* [Exercise objective]:
Search the records below for the word "Extract", then return every line where it appears.

(Saved data entries)
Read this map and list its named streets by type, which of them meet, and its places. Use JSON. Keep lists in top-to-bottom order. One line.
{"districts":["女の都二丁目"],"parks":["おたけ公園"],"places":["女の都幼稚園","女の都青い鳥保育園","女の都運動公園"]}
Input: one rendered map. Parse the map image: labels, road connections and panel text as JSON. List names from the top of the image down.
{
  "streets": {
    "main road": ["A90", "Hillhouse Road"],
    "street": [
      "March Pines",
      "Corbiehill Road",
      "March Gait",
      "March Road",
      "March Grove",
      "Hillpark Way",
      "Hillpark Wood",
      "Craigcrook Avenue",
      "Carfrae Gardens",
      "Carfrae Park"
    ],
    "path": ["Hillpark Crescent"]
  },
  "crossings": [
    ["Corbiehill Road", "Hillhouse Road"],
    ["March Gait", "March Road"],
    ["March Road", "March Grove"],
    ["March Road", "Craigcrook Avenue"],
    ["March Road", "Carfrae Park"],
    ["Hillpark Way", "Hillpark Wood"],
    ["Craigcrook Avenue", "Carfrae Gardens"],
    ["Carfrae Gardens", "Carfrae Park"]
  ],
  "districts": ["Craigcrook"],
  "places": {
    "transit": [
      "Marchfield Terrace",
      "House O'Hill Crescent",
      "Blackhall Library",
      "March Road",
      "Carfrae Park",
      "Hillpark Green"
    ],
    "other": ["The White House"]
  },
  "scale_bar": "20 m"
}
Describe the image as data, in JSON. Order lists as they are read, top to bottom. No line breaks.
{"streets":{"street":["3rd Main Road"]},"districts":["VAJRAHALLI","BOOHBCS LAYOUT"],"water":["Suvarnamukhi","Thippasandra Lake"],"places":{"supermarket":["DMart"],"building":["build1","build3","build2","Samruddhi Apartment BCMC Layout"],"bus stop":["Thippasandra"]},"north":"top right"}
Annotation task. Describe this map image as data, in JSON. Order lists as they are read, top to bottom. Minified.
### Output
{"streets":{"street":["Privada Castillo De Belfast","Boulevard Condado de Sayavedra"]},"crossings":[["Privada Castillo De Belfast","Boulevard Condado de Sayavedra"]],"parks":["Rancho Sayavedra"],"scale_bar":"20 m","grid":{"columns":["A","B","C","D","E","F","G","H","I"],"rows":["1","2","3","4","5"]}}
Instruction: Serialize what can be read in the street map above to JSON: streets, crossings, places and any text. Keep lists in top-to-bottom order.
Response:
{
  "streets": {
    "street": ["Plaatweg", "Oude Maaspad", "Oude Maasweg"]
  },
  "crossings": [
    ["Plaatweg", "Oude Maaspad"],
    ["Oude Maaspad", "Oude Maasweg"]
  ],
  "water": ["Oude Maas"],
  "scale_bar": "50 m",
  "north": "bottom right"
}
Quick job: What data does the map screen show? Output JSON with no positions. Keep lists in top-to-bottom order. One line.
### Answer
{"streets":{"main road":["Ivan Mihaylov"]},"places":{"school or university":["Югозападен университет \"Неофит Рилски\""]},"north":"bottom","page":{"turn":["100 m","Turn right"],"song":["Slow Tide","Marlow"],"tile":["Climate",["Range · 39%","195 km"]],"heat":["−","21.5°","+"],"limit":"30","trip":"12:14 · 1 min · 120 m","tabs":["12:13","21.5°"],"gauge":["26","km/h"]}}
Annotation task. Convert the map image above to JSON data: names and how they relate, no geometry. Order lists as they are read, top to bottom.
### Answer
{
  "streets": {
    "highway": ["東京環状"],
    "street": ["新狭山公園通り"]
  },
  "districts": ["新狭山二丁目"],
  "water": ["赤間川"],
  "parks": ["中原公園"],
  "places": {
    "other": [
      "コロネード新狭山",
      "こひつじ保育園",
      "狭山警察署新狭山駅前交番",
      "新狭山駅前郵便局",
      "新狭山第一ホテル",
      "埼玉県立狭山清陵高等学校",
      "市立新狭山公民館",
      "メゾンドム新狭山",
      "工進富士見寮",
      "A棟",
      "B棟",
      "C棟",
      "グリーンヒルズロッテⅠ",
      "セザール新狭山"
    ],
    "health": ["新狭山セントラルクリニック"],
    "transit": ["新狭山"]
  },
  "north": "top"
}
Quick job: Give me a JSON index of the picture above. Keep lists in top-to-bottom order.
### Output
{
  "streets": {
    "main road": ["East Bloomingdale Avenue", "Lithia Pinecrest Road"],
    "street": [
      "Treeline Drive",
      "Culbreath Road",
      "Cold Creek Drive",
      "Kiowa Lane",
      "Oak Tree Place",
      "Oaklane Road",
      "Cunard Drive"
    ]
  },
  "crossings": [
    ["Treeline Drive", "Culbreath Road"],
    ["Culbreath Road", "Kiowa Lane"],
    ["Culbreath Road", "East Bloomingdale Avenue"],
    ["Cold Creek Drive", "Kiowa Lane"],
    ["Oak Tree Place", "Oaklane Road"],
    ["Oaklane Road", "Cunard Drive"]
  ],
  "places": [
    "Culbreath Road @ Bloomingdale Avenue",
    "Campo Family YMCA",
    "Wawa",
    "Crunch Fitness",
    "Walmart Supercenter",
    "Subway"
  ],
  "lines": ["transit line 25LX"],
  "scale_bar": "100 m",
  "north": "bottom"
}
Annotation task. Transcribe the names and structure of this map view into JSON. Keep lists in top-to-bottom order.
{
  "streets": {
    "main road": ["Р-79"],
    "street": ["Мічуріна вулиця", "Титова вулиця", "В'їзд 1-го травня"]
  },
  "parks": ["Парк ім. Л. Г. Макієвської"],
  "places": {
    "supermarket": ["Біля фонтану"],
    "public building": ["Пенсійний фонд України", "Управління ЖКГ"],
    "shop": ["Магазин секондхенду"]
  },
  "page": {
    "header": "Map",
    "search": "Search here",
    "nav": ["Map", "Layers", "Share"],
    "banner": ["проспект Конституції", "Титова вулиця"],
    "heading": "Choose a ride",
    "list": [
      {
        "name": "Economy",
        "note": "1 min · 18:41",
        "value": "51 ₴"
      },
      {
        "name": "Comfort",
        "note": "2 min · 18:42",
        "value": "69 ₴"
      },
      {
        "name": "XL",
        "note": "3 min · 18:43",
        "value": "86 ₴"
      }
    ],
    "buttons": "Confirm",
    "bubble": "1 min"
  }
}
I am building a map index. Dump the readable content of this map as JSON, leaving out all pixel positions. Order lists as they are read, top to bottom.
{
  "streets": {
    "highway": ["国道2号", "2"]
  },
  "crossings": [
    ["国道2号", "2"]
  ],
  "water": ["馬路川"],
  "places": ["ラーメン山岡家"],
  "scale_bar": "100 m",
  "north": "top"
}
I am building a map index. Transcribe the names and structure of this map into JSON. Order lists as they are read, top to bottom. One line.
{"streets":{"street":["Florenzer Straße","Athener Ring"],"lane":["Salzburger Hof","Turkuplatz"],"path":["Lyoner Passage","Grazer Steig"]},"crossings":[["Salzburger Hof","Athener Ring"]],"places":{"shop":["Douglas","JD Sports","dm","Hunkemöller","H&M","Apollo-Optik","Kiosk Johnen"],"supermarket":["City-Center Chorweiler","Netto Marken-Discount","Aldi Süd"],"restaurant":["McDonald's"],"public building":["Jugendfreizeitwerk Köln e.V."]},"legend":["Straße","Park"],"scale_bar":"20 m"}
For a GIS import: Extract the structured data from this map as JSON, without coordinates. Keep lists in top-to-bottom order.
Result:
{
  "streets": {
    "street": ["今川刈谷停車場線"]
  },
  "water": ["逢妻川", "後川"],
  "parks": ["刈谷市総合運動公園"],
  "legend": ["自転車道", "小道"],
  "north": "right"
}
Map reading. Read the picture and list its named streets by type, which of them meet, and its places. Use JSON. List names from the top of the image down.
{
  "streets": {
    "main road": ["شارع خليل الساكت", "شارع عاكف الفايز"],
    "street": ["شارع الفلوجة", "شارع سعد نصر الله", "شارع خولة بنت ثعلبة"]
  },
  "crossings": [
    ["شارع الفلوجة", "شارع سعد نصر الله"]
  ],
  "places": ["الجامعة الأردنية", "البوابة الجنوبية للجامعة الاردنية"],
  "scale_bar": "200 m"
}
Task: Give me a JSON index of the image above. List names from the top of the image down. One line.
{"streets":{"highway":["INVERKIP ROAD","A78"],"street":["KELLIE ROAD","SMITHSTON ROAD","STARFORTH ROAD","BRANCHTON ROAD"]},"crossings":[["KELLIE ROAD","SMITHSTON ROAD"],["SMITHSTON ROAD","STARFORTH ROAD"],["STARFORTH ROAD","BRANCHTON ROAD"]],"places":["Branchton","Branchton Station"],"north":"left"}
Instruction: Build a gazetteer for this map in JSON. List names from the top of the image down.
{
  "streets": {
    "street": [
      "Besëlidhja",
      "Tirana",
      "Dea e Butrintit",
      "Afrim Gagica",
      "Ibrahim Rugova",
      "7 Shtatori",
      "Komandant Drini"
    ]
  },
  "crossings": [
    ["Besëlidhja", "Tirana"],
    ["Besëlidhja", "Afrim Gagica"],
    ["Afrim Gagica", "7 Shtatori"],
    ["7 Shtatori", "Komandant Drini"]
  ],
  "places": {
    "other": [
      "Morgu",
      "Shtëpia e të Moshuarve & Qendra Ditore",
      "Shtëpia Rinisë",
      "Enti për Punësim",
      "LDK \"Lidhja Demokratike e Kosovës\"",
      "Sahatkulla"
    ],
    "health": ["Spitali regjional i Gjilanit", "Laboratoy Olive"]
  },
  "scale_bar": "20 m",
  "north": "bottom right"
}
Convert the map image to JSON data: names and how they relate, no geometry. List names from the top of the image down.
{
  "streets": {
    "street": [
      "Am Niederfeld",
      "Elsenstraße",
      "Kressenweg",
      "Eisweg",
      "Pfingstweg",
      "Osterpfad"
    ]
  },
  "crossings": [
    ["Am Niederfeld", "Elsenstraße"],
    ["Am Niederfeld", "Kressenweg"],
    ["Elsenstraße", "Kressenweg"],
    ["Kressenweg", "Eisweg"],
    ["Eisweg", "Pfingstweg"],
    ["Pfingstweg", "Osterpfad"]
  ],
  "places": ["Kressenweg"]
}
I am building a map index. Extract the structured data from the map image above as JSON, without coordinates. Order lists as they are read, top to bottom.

* [Expected answer]:
For a GIS import: Extract the structured data from this map as JSON, without coordinates. Keep lists in top-to-bottom order.
I am building a map index. Extract the structured data from the map image above as JSON, without coordinates. Order lists as they are read, top to bottom.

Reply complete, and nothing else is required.